* _Task to carry out_
The word to look for is "restore". Report every line of the entries below that has it.
----- Entries supplied
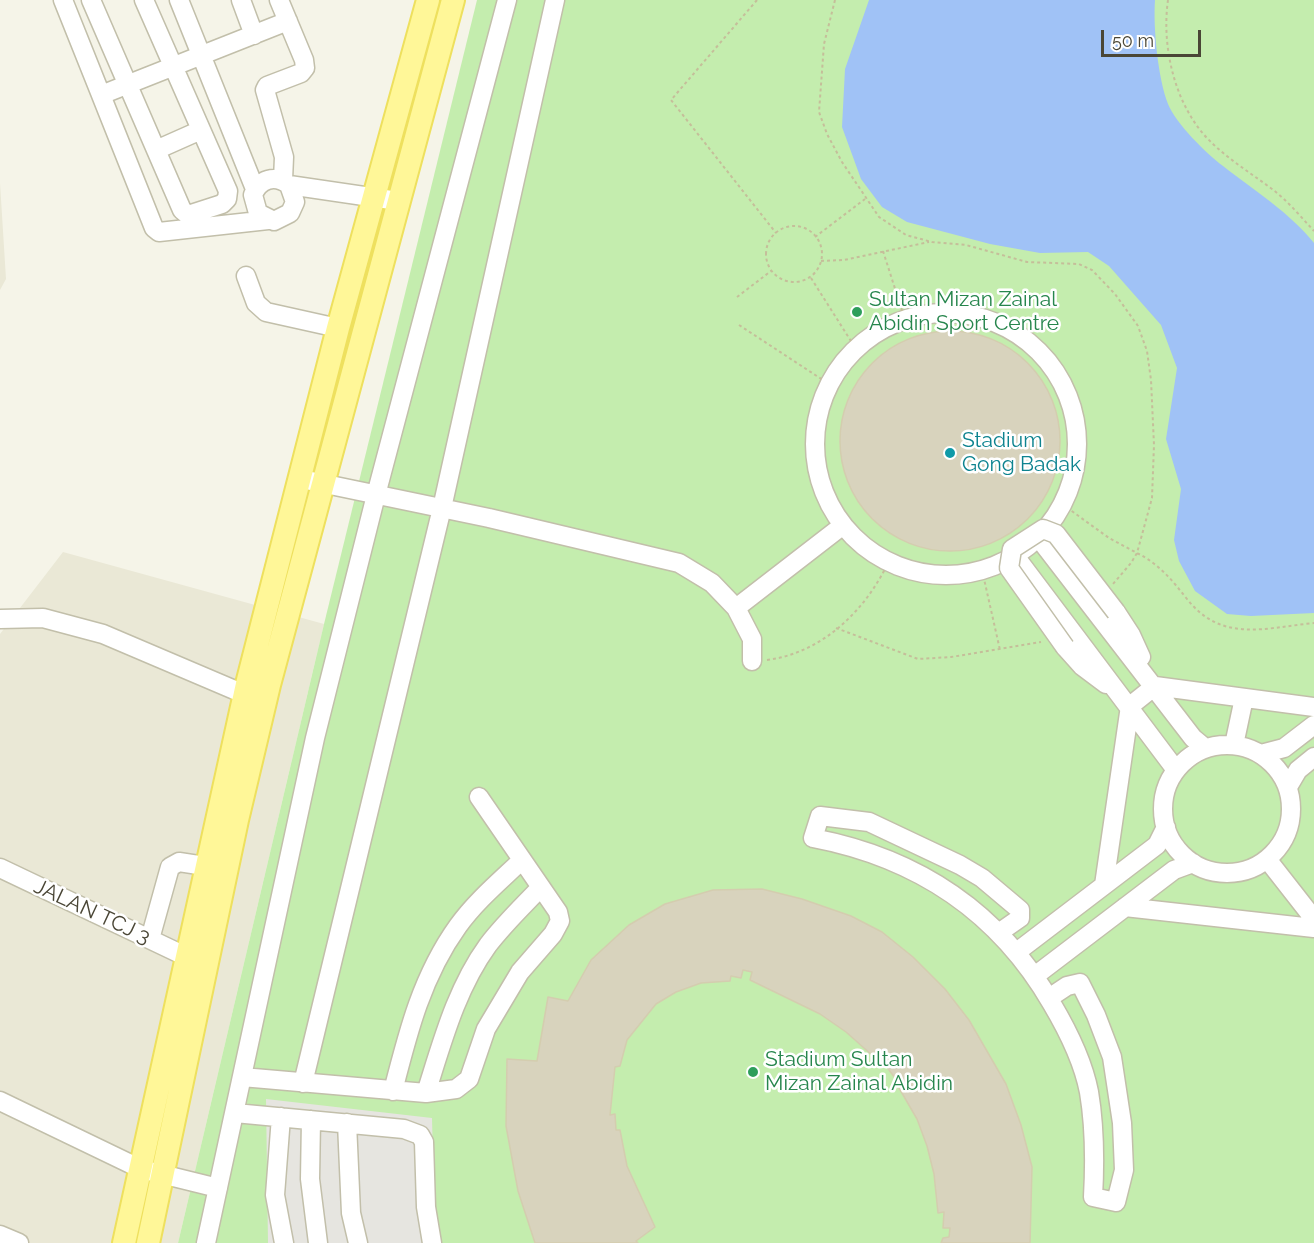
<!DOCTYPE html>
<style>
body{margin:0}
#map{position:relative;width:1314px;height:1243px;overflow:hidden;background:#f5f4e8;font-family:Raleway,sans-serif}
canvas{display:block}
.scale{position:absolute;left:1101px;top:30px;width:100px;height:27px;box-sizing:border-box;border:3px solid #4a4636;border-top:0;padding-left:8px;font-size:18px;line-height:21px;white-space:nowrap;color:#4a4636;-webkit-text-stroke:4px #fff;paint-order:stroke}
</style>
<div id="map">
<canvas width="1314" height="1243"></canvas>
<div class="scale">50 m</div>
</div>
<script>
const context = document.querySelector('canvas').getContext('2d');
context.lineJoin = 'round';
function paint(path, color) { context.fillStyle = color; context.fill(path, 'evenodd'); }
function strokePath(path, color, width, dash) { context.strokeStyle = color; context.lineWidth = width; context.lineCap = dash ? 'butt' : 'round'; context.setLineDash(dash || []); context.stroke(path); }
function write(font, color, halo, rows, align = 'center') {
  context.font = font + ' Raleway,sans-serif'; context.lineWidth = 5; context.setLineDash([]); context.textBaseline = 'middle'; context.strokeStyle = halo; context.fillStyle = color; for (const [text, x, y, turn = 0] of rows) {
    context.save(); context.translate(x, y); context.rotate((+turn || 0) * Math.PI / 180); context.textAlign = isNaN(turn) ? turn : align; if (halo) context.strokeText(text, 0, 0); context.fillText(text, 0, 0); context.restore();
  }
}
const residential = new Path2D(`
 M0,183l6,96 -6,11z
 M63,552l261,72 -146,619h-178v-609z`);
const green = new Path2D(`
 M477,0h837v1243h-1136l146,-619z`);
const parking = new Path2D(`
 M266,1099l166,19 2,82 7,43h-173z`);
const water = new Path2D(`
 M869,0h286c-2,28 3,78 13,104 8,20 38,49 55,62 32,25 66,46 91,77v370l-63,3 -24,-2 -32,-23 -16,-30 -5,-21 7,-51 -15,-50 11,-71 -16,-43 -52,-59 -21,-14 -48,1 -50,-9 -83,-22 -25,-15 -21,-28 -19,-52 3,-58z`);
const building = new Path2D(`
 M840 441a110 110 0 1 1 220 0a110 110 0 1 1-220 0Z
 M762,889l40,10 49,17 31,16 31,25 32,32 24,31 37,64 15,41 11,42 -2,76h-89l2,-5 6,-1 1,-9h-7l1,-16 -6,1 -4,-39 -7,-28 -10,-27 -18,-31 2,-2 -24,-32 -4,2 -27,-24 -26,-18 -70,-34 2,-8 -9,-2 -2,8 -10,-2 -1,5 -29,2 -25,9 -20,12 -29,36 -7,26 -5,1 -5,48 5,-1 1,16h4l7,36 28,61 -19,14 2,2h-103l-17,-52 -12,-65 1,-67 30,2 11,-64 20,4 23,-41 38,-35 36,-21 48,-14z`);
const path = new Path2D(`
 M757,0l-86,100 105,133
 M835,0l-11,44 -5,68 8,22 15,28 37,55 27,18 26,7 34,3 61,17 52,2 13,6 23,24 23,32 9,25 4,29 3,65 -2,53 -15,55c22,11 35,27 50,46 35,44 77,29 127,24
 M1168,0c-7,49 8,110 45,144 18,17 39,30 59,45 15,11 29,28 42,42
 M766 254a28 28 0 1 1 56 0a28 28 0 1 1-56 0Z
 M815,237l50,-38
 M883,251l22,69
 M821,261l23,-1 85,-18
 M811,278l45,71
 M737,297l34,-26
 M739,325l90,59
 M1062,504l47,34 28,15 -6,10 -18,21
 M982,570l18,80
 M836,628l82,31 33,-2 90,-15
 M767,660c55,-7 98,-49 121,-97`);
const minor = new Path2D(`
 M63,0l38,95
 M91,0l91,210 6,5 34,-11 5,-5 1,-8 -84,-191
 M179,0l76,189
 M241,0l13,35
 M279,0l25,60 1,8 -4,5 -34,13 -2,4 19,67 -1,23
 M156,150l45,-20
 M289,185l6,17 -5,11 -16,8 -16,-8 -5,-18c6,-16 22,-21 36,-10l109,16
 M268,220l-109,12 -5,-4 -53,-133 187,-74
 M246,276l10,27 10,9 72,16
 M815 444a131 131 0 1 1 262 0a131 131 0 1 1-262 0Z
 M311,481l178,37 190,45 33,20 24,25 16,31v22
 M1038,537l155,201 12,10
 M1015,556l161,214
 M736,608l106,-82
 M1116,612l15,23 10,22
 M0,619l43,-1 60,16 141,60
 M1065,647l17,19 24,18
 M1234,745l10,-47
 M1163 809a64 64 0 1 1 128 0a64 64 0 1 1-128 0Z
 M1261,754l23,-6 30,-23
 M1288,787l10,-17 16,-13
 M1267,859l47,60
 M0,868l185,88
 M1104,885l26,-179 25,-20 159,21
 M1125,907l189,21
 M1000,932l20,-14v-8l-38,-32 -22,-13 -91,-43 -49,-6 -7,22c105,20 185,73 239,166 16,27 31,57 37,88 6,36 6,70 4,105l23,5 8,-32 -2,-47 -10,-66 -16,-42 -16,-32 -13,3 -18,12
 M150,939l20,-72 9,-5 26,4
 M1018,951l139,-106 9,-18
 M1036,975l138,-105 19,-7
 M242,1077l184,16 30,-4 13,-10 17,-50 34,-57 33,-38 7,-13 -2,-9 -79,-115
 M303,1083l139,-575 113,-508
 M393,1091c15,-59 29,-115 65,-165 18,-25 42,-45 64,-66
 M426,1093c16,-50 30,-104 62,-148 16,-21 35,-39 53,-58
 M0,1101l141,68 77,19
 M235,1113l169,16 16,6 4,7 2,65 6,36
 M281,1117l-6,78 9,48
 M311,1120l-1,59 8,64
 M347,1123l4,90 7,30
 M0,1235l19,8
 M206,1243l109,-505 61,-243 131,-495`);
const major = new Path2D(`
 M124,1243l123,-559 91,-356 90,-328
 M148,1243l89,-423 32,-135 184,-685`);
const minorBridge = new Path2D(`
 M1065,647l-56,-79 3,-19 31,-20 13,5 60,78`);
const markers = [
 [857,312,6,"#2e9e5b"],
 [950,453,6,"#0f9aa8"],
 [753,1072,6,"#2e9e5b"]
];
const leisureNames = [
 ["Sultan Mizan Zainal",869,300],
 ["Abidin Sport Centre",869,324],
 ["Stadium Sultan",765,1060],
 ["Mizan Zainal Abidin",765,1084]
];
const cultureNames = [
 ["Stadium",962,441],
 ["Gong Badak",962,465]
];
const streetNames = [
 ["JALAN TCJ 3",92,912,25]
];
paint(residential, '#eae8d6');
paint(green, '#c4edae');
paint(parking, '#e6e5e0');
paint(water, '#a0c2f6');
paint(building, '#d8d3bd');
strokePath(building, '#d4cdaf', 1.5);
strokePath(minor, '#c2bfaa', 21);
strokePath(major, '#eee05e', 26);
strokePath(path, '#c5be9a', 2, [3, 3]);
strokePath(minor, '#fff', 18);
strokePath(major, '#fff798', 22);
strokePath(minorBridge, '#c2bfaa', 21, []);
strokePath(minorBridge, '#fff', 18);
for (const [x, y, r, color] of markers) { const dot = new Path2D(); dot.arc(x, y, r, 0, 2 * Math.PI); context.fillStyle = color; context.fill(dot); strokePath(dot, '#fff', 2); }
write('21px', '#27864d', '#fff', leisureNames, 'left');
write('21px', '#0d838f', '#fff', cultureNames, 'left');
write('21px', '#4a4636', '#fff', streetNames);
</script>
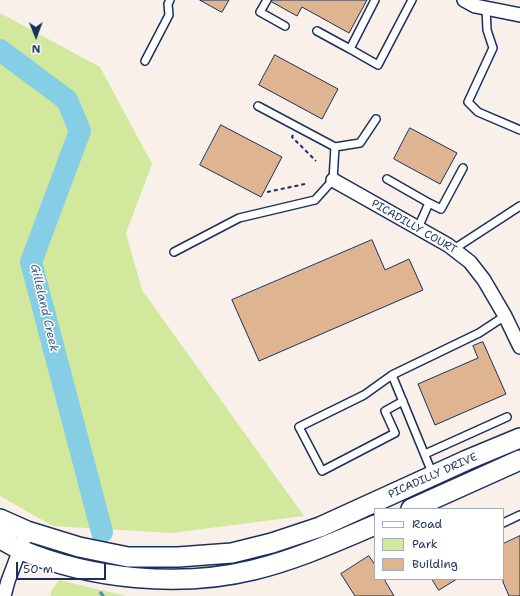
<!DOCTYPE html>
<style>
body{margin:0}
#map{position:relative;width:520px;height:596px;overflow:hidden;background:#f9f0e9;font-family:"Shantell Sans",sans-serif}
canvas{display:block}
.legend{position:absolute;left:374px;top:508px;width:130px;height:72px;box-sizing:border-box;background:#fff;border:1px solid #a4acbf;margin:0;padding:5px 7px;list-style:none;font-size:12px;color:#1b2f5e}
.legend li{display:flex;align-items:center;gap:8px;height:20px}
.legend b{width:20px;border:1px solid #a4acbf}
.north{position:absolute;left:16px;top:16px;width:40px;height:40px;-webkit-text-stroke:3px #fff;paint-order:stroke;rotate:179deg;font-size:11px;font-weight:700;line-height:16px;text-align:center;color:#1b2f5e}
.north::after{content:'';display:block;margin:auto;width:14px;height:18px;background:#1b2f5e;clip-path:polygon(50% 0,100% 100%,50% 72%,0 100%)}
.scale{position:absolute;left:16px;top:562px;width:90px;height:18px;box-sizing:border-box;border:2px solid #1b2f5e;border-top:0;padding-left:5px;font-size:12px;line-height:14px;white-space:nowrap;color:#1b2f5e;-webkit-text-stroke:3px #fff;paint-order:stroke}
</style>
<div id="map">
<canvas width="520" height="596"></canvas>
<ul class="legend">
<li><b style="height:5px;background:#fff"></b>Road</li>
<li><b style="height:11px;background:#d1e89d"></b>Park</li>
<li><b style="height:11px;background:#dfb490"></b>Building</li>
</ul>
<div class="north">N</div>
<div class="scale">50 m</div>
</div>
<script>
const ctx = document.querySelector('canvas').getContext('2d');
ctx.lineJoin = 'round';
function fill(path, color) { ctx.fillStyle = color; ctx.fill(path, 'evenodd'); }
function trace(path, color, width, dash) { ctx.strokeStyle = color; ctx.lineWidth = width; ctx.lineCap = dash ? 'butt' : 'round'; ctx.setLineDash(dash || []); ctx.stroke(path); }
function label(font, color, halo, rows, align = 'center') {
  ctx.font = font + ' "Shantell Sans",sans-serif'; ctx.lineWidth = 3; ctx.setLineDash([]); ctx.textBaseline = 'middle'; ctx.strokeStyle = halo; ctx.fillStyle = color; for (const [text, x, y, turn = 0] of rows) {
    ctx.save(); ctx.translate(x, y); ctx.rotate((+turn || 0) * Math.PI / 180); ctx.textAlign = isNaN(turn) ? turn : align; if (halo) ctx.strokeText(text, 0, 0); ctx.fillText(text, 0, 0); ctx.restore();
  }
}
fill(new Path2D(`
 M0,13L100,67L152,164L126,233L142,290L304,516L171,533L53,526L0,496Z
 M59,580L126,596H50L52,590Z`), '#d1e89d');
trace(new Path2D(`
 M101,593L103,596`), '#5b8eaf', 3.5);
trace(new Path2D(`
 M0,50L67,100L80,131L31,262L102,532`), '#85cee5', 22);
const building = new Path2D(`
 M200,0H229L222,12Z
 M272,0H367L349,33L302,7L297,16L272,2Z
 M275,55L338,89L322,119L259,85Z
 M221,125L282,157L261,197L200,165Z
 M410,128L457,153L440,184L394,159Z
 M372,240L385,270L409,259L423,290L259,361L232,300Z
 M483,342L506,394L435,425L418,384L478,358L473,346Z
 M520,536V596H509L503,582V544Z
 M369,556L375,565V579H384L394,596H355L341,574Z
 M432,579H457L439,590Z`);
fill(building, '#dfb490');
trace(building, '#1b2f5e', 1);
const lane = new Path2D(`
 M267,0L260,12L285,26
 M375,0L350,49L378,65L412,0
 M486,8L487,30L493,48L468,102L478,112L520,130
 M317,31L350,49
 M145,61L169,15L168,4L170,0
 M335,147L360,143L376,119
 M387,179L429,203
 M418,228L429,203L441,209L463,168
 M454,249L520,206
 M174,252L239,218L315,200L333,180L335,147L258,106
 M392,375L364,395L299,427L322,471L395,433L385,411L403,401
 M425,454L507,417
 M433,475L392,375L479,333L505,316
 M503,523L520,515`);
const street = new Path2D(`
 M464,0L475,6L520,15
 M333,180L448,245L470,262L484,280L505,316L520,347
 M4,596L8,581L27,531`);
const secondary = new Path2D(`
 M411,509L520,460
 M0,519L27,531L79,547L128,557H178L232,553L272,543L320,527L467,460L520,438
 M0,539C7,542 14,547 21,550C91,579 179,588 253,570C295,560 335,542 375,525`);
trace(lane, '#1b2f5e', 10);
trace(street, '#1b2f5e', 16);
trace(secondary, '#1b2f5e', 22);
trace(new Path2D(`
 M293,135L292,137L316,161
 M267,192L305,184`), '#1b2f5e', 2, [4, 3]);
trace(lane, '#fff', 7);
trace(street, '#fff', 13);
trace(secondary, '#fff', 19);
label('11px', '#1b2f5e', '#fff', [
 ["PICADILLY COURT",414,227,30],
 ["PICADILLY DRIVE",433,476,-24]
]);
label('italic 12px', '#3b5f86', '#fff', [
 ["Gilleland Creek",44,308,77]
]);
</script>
----------
* _Response below_
    context.save(); context.translate(x, y); context.rotate((+turn || 0) * Math.PI / 180); context.textAlign = isNaN(turn) ? turn : align; if (halo) context.strokeText(text, 0, 0); context.fillText(text, 0, 0); context.restore();
    ctx.save(); ctx.translate(x, y); ctx.rotate((+turn || 0) * Math.PI / 180); ctx.textAlign = isNaN(turn) ? turn : align; if (halo) ctx.strokeText(text, 0, 0); ctx.fillText(text, 0, 0); ctx.restore();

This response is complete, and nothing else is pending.